El Mercurio, Chile
A REVOLUTIONARY legal precedent has been set. It is highly positive that the House of Lords set it, and in Britain, which has no historical conflict with Pinochet. It was an example of scrupulous legal rigour. Margaret Thatcher asked that he not be tried because he was "old, fragile and sick". Don't try to flog that argument to Spain: this country knows through bitter experience what an old, fragile and sick autocrat is capable of. The bases are being forged of what could and and should become a Justice without frontiers... an International Criminal Court, of which so much has been said, and until now so little done.
El Mundo, Spain
THE ARMY commander is urging drastic political action against the British government: declaring ambassadors to Chile "unwelcome" and curtailing armament purchases from Spain and Britain.

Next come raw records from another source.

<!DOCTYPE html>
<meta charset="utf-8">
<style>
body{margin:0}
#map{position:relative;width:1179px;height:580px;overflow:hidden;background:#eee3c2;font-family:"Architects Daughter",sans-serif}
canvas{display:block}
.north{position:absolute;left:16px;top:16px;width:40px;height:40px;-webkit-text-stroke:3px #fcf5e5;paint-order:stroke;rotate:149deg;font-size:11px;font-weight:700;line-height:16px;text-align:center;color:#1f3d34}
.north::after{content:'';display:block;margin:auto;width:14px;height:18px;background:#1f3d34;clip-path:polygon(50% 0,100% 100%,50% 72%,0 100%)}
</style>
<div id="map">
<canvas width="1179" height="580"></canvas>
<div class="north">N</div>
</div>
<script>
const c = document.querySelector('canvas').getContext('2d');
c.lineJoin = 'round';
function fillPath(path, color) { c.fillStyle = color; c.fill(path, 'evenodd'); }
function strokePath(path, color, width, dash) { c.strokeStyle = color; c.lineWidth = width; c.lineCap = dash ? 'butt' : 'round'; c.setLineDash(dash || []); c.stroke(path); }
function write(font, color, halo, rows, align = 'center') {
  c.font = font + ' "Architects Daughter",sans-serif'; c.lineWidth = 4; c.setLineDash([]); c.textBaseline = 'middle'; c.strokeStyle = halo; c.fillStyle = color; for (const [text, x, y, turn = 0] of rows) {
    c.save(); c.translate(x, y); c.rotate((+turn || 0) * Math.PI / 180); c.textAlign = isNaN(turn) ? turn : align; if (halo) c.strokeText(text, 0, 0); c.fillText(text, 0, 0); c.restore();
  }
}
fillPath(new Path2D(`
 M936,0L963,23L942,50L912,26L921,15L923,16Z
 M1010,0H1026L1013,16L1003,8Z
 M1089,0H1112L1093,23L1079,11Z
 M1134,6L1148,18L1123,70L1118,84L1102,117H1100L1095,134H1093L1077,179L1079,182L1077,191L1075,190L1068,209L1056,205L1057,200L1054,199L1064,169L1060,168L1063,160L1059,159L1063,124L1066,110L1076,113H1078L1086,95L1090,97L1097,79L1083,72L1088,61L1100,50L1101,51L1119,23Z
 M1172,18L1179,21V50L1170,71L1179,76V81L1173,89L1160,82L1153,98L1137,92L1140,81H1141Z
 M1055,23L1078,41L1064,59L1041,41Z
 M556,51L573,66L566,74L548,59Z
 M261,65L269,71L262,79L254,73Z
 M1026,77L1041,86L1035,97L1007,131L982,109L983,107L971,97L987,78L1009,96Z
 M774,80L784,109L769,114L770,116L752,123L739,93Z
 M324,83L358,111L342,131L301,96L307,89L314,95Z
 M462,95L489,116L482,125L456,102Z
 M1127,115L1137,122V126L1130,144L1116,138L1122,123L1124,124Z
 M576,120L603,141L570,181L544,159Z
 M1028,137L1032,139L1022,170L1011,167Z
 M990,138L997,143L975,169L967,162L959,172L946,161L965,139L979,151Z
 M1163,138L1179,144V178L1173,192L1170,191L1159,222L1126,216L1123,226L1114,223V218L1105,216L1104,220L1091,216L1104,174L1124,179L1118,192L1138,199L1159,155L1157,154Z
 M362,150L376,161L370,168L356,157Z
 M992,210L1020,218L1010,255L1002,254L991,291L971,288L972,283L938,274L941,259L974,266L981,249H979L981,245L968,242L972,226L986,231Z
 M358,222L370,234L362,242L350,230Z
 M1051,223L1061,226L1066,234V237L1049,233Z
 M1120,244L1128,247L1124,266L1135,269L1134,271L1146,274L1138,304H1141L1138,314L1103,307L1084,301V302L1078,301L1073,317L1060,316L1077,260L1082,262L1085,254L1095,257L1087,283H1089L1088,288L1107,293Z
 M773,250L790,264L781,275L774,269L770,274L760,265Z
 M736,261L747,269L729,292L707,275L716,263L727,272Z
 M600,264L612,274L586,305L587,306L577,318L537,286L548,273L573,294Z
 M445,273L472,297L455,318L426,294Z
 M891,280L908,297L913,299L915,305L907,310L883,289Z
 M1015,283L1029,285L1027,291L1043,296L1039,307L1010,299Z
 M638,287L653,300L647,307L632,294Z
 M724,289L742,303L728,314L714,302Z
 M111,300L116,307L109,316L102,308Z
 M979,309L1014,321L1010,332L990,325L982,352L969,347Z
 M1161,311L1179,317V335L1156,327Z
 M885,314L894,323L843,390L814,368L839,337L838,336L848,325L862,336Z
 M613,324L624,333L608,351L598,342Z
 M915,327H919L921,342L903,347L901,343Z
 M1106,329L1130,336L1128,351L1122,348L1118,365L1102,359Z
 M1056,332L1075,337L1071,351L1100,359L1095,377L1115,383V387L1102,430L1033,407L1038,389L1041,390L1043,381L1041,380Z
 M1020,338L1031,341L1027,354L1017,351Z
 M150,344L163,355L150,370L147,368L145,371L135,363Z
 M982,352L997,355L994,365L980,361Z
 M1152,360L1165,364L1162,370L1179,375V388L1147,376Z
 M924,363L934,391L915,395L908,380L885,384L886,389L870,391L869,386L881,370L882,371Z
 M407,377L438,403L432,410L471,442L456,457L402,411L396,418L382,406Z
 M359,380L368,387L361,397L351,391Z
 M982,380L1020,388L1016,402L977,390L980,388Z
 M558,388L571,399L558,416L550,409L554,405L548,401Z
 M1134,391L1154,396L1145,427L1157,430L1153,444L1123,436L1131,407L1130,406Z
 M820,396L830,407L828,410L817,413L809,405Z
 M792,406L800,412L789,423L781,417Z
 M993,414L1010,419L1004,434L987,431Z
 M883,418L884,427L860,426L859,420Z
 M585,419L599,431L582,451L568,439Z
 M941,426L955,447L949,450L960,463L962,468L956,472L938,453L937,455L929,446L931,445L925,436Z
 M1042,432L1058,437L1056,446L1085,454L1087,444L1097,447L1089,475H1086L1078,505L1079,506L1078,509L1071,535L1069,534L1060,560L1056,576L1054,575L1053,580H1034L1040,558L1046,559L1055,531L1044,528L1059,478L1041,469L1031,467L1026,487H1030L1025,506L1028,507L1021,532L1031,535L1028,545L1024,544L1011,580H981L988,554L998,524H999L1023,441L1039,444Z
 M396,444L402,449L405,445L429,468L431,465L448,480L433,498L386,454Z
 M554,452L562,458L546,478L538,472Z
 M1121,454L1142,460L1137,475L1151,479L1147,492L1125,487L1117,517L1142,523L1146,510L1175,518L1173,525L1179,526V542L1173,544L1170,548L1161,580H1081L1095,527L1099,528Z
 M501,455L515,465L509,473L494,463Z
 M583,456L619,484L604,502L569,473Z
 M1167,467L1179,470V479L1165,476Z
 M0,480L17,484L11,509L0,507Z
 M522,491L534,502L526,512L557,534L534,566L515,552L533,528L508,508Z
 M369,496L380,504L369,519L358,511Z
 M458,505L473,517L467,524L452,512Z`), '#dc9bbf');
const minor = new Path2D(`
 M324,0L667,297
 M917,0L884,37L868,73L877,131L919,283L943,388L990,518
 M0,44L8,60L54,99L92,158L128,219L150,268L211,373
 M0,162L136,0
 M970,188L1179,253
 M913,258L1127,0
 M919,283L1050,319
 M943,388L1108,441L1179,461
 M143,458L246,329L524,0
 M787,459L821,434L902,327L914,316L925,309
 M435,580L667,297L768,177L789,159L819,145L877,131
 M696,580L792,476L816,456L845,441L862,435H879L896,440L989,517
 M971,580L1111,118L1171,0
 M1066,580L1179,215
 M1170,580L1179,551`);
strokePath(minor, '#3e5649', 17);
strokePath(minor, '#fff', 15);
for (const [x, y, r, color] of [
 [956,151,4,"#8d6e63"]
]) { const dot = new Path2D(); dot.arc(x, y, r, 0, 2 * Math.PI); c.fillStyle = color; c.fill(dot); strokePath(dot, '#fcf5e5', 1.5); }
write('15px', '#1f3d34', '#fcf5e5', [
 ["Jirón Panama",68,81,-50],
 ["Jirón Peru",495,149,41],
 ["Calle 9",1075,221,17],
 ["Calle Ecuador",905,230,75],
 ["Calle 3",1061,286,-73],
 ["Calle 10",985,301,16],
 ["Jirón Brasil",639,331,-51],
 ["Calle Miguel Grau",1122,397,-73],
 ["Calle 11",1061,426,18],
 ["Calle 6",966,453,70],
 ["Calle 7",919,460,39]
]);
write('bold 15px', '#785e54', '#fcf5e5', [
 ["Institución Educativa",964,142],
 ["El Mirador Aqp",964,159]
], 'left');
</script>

The Navy is considering transferring a contract for submarines with a Spanish-French consortium to the French company.
The Santiago Times, Chile
FOR MANY democrats throughout the world, yesterday was a day of fiesta. Freeing Pinochet on grounds of sovereign immunity would have been an immoral act. Despite the anguish of Pinochet's supporters, the Chilean transition to democracy could be strengthened by this trial of fire. The transition began in 1990 under the condition that the dictator was invulnerable. He is not. The jubilation of so many in Chile shows that Chileans have lost their fear.